Anyway, I thought I might dive a little deeper and concentrate on one important facet of Real Estate, that owners who are selling their own home ignore or get just plain wrong.
Conducting open homes.
Instead of writing a whole ‘Dummies’ book here and now. I’ll give you a few of the most important Do’s and Don’ts that owners undertaking private house sales continue to ignore.
Don’t: Believe that you will get nosey neighbours as your main attendees. This is an old wife’s tale. In my experience (about 7,000ish open homes) around 1 in 10 might be a neighbour, and generally they were there to see the cut of my jib because they were thinking of selling.
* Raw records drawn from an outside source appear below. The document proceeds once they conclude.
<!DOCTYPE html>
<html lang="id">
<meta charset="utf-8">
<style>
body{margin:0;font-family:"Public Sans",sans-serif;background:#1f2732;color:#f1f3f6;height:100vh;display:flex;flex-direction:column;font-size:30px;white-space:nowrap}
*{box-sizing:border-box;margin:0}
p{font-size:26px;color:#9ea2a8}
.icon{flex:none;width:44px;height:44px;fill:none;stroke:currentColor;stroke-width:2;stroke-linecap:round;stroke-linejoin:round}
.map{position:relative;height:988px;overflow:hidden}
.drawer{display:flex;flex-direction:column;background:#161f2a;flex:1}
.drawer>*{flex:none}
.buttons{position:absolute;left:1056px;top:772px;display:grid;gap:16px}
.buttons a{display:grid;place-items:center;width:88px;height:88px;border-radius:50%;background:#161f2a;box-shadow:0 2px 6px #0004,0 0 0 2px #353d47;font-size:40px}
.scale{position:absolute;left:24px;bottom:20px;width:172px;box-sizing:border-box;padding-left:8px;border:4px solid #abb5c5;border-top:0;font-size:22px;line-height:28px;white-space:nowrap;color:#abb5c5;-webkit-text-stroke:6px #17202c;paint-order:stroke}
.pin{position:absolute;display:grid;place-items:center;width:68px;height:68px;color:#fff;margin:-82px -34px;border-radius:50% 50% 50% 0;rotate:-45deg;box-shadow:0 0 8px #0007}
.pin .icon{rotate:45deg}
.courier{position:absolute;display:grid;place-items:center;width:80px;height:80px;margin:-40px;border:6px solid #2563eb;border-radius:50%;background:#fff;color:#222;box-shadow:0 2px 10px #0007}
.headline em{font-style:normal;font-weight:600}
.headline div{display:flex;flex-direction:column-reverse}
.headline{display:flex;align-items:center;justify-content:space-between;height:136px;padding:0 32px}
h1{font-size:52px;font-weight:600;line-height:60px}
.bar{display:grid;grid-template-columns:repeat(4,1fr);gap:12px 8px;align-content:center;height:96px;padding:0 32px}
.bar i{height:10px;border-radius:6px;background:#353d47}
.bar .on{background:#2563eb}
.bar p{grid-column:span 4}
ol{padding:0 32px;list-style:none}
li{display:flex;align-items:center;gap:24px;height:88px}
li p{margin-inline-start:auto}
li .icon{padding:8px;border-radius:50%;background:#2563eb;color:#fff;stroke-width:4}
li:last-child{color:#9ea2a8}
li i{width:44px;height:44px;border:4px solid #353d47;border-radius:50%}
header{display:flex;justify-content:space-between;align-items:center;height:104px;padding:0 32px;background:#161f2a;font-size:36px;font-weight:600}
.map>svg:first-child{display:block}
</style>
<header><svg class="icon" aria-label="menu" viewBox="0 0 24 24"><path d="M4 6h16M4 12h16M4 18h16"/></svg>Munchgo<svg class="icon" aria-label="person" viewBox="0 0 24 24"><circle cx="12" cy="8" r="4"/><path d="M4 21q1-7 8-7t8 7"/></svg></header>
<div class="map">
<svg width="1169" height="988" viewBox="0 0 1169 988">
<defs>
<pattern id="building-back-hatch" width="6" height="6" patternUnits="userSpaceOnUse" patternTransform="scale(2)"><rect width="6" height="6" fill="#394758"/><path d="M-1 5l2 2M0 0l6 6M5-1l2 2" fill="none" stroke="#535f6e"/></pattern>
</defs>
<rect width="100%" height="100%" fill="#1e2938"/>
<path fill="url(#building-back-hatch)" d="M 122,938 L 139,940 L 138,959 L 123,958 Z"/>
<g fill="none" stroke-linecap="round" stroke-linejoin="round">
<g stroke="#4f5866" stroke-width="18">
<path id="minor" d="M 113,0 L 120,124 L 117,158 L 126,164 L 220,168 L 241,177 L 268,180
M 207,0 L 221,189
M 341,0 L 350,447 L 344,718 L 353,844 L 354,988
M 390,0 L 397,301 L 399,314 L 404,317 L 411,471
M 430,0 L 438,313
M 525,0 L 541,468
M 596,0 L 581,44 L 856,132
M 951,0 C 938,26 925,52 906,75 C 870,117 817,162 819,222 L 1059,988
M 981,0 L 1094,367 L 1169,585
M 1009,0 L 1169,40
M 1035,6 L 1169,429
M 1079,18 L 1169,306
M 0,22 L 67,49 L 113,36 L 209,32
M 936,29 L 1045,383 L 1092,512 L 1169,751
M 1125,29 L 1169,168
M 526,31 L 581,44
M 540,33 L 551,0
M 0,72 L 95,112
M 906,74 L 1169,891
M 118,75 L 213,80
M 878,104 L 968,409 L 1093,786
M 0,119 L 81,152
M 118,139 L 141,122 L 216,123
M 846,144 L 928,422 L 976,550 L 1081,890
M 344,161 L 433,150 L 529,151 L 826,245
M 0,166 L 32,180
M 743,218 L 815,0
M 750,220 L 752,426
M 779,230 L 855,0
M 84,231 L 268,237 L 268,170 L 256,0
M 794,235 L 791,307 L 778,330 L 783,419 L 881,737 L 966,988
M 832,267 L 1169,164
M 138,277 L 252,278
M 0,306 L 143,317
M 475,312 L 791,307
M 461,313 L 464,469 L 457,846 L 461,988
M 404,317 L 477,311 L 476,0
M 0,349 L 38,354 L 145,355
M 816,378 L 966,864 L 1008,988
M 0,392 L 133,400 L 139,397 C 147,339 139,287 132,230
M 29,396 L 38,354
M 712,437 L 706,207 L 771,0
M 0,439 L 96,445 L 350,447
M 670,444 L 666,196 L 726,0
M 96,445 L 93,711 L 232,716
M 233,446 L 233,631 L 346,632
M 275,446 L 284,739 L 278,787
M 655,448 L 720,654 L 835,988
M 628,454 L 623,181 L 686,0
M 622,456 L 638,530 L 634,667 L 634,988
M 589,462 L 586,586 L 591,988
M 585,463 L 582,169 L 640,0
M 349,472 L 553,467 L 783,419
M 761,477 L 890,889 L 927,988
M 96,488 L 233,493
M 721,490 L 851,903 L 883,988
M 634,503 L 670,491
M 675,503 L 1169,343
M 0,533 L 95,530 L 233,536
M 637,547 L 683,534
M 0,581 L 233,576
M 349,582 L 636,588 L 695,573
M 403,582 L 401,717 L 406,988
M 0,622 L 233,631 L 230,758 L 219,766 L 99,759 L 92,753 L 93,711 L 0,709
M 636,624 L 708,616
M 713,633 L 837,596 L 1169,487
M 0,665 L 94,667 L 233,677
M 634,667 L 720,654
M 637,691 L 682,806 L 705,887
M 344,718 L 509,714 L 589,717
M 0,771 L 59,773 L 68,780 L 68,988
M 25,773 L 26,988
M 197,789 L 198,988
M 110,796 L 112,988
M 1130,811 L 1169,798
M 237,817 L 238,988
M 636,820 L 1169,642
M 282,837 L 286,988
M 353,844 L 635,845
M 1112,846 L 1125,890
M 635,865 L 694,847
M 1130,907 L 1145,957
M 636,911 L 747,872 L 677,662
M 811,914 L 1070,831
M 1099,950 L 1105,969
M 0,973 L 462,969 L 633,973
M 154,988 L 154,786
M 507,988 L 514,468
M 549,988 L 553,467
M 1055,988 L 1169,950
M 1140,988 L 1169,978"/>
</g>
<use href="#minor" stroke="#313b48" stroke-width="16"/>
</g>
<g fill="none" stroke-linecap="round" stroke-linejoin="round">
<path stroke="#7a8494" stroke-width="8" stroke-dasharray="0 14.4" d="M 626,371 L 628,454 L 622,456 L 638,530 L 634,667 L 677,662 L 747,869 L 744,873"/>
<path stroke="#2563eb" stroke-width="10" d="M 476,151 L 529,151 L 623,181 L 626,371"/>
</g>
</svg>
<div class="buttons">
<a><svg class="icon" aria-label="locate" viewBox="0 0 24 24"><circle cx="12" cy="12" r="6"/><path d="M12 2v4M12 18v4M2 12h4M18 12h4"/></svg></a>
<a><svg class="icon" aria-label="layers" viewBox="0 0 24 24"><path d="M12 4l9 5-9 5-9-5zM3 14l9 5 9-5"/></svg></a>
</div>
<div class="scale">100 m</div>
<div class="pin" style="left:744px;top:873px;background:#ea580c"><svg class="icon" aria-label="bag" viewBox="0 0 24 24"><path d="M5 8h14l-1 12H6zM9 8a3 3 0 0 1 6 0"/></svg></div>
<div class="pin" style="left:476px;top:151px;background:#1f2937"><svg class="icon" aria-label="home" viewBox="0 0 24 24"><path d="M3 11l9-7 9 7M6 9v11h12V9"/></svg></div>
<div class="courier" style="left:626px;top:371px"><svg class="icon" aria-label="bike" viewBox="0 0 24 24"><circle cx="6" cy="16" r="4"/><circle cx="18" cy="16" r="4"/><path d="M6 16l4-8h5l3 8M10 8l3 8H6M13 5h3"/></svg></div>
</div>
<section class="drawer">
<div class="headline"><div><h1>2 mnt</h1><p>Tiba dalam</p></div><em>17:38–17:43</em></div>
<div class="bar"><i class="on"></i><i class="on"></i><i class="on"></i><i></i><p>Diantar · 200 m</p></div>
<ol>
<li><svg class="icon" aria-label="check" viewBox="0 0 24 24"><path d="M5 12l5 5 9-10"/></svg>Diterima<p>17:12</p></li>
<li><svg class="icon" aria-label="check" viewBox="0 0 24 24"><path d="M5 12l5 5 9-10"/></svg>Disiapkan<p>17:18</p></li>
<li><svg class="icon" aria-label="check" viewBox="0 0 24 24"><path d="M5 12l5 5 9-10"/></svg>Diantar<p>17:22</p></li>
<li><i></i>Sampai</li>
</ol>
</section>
Do: This might sound like, “yeah, as if someone would do that…” but… YOU MUST display your address on all marketing sources when you want to run an open home.
There is a bit of a trend, at the moment, where some owners selling their houses are choosing not to display their address (straight from the ‘How to p*ss off a buyer’ handbook). However, there are cases where ‘secretive’ seller actually advertise an Open Home – but potential buyers don’t know where to turn up to!
Display your bloody address! You can then avoid having to wonder, “Why didn’t anyone turn up?”
Don’t: Not be there! If you set a time and advertise an open home, the least you can do is be there to greet potential buyers. Always be there and ready 10-15 minutes before the scheduled start time.
Do: Get name, rank and serial number from every viewer who comes to your door at an open home. If it appears a group is looking together, ask who is the person interested in buying the property and get their details. No-one walks in without at least supplying their name and a contact number.
Don’t: Follow buyers around like a love-sick puppy. Let them look without distraction or pressure, and watch their body language etc. Sure, keep an eye on them and be at a reasonable distance in case they have any specific questions. Let them know you are there to help, but don’t bug them by waffling on.
Do: Ask them “what do you think?” as they are winding up or leaving. If there are multiple groups, call them later that day, or next, and ask that question; then follow up with, “I need your help. What do you think it will sell for?” That’s THE most important feedback you need to hear.
Basically, don’t be afraid to run open homes and conduct them with confidence. They are an important piece of your marketing armoury and can be a great indicator of whether, or not, you are offering an attractive proposition to property buyers.